> **DATA SUPPLIED**:
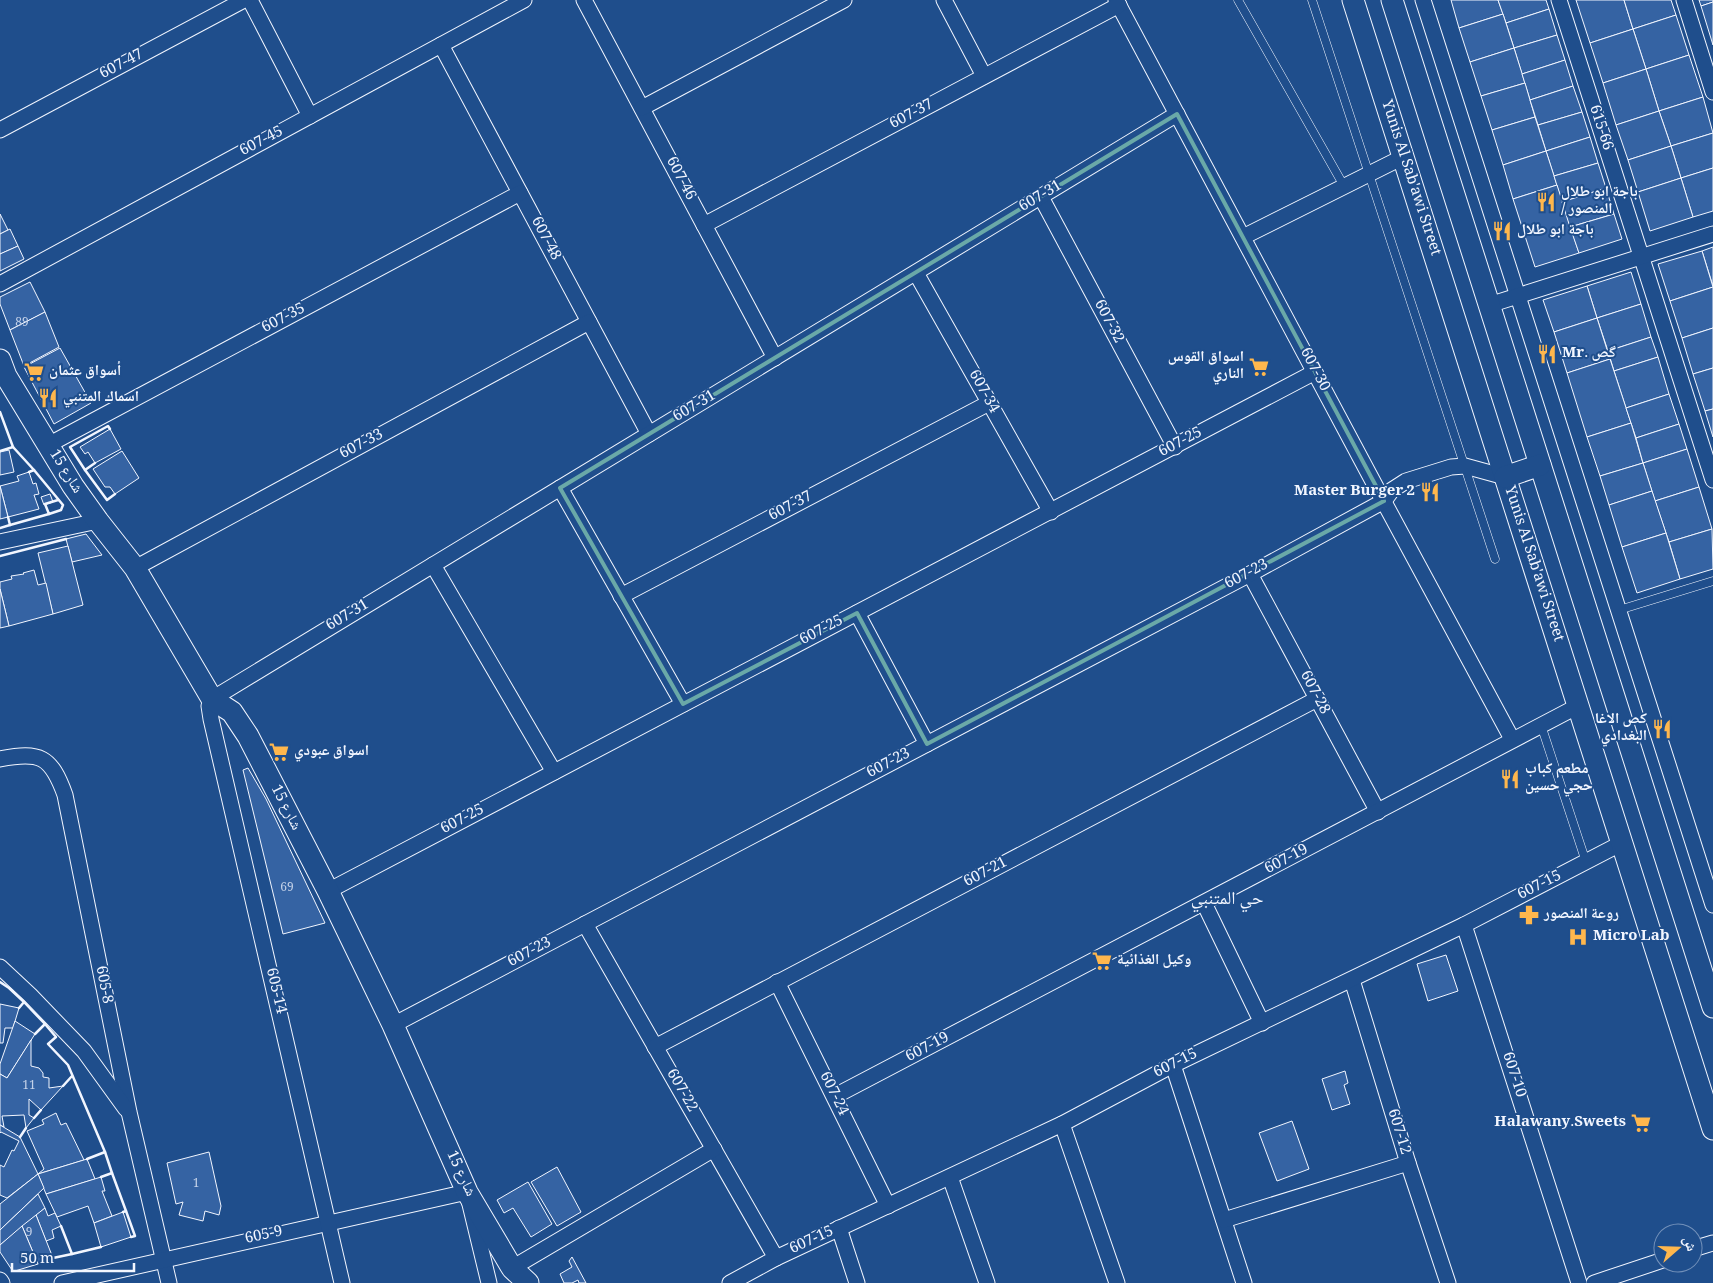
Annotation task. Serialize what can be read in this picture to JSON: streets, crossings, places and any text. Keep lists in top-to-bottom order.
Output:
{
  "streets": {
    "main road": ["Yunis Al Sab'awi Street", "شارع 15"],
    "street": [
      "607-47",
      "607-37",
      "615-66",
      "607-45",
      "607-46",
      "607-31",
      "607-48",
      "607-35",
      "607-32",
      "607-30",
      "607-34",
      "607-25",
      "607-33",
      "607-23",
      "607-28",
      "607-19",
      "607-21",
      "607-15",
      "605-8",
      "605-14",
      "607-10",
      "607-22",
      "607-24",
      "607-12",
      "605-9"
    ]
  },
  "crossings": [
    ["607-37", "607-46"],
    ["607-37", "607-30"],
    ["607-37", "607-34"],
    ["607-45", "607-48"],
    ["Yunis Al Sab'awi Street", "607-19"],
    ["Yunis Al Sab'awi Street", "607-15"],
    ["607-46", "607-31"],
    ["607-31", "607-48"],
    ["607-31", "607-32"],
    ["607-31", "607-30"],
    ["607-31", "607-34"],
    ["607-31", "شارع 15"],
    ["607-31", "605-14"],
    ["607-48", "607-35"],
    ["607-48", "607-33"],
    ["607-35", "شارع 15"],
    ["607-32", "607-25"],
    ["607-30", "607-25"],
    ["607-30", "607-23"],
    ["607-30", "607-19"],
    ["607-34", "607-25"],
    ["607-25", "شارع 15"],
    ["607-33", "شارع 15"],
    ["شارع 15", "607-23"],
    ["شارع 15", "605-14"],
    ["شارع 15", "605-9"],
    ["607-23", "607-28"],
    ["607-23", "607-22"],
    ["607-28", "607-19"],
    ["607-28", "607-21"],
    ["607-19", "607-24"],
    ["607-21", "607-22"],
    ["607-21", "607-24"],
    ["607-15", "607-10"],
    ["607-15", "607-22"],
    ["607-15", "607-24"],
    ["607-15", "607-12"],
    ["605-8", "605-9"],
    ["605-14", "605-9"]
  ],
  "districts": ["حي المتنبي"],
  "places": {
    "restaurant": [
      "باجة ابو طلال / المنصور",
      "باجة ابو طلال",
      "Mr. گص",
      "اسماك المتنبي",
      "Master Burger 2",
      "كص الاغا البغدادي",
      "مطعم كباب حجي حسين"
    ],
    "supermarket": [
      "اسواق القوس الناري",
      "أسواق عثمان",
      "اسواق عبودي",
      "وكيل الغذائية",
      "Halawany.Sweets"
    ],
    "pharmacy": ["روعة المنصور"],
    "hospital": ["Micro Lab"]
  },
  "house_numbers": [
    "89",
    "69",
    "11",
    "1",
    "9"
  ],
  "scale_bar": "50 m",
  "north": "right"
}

> **EXERCISE OBJECTIVE**: Reproduce every line from the listing above that holds the word "crossings".

> **OUTPUT FOR THIS EXERCISE**:
Annotation task. Serialize what can be read in this picture to JSON: streets, crossings, places and any text. Keep lists in top-to-bottom order.
  "crossings": [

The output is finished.